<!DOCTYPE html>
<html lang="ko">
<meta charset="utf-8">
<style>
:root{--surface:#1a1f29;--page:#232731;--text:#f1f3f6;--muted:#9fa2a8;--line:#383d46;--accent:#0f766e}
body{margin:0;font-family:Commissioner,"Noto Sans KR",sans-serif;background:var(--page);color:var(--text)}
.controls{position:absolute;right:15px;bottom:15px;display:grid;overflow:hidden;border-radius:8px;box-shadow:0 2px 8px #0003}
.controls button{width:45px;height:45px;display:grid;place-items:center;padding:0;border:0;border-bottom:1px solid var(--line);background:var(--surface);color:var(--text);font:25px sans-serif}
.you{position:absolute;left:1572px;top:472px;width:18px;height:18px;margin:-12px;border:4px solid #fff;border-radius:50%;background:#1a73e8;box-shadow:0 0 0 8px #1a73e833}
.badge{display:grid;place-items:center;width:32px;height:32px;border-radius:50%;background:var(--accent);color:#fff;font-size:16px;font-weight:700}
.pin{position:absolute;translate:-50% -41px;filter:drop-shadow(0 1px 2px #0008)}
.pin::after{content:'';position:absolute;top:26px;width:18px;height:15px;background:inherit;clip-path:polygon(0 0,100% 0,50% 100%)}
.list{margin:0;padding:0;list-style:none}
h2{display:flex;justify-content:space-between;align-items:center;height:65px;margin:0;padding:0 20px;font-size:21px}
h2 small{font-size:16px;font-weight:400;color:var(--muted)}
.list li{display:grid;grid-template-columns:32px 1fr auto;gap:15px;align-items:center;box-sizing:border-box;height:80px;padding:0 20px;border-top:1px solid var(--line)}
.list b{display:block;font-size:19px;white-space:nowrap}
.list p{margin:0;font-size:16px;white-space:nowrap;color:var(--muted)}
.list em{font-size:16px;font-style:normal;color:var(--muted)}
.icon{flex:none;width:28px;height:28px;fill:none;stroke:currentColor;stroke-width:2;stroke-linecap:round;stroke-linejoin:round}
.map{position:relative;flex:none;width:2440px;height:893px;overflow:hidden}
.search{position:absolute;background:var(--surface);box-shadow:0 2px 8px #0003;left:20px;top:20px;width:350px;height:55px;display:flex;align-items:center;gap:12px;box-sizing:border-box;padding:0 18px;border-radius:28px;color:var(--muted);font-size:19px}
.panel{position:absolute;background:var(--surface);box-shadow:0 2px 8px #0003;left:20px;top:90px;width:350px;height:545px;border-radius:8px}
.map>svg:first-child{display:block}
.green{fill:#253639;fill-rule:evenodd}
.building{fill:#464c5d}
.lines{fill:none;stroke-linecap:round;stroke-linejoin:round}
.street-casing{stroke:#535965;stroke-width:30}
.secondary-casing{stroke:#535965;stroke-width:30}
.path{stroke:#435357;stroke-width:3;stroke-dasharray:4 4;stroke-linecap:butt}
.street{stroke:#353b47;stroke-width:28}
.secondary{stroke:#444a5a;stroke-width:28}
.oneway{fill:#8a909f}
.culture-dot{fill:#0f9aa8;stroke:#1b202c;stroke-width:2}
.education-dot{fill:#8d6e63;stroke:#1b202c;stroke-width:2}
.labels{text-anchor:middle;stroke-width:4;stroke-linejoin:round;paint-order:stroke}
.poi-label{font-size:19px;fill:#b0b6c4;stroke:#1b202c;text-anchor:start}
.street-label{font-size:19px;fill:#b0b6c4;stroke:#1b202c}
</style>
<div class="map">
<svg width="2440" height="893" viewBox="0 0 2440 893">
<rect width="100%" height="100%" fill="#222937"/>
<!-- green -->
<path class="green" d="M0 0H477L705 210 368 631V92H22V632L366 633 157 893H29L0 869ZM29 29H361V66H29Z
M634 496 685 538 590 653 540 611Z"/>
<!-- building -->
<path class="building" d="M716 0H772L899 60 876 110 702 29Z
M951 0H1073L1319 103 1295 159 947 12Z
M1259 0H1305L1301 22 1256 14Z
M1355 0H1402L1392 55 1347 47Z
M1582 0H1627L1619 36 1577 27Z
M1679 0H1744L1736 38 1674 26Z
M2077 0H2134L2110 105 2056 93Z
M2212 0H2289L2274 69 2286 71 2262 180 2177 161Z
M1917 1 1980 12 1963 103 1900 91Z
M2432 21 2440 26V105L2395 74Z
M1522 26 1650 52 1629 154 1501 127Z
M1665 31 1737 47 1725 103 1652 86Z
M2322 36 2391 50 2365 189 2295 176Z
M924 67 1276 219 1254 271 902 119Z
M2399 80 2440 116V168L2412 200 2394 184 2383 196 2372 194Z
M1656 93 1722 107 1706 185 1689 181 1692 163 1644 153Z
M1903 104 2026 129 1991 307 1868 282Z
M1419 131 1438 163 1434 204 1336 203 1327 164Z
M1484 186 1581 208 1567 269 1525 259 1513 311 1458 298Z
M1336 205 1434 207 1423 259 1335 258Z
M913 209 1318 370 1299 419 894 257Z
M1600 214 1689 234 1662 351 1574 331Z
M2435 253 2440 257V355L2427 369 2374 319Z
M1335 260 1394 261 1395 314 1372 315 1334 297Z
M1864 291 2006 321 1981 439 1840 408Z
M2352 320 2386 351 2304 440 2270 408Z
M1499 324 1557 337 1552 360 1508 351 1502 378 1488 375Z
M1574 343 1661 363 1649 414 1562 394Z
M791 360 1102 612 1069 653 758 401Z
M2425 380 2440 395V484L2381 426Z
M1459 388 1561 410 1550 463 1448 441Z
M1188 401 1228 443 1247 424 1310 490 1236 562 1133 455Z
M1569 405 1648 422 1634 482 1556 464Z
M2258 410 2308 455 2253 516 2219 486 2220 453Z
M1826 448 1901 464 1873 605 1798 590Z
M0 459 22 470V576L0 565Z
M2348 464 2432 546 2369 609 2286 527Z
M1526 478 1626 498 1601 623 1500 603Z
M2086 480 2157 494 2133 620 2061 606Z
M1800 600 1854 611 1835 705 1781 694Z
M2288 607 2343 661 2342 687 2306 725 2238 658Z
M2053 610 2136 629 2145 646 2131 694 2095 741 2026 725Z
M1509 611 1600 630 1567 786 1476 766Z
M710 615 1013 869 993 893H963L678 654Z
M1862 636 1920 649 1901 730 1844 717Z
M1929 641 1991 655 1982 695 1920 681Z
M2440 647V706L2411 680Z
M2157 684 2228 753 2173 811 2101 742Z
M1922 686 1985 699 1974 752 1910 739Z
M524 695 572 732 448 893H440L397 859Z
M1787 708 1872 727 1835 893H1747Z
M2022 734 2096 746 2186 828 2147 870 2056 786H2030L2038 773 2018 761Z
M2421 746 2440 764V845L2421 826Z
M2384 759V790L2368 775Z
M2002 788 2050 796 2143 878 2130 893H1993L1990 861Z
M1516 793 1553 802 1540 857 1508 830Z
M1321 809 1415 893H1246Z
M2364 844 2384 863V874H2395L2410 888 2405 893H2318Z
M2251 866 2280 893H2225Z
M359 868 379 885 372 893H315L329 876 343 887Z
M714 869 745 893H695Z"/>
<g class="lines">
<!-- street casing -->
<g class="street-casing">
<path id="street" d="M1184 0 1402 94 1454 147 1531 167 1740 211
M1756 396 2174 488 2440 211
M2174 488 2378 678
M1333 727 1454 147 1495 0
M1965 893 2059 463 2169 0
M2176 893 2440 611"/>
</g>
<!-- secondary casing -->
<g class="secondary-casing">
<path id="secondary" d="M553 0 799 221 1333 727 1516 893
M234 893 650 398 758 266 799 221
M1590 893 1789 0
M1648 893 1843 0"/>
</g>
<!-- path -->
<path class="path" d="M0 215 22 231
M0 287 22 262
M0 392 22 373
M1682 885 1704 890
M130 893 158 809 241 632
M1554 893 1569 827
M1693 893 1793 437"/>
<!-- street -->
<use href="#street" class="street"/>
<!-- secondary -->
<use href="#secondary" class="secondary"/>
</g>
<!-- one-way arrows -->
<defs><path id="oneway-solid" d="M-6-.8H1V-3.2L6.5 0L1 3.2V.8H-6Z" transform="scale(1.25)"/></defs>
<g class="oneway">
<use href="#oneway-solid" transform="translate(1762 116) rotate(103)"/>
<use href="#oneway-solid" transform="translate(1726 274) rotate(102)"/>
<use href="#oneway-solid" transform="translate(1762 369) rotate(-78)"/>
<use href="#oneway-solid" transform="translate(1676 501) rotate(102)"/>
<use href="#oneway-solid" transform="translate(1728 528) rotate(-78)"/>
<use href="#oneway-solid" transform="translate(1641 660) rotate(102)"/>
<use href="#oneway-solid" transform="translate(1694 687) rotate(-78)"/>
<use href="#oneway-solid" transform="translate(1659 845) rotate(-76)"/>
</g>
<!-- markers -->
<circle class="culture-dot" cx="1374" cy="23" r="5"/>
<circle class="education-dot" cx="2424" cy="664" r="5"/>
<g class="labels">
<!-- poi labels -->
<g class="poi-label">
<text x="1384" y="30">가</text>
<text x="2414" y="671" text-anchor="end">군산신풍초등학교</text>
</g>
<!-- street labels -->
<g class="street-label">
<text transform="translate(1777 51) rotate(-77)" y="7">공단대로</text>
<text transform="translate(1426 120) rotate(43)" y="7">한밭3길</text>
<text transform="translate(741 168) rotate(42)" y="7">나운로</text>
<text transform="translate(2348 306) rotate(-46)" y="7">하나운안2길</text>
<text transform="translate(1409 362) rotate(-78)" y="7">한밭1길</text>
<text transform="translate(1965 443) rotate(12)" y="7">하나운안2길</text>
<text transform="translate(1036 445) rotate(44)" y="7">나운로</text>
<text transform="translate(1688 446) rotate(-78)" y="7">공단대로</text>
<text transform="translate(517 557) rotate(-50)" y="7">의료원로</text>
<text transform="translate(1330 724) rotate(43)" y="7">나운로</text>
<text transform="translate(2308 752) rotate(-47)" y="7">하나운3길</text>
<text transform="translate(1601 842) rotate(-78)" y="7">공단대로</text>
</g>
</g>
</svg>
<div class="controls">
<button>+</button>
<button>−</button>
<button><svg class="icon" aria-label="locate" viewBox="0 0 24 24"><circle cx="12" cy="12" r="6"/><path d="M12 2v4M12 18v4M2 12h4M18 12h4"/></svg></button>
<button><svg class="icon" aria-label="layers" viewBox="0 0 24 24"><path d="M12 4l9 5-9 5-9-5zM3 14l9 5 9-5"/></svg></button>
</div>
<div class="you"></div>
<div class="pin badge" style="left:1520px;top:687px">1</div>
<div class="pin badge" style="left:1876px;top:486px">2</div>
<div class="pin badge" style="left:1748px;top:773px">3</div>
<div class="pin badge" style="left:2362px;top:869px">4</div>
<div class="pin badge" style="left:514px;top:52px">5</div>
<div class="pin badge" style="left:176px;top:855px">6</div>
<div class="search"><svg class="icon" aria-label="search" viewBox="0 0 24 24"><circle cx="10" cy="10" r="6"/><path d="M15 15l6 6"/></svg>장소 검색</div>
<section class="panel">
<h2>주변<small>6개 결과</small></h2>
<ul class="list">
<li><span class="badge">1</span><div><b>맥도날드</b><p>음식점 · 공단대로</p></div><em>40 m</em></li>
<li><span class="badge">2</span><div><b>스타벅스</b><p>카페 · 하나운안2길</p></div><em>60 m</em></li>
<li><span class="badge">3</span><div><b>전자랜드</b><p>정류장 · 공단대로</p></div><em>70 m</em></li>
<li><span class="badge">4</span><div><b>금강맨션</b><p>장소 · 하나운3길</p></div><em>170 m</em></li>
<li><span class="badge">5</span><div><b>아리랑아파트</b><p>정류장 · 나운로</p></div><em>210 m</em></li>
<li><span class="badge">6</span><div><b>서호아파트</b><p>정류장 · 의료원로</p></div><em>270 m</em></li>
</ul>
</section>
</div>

_ _ _

Assigned task ::
Take every line from the listing above that includes the word "nowrap" and copy it.

Reply to the exercise ::
.list b{display:block;font-size:19px;white-space:nowrap}
.list p{margin:0;font-size:16px;white-space:nowrap;color:var(--muted)}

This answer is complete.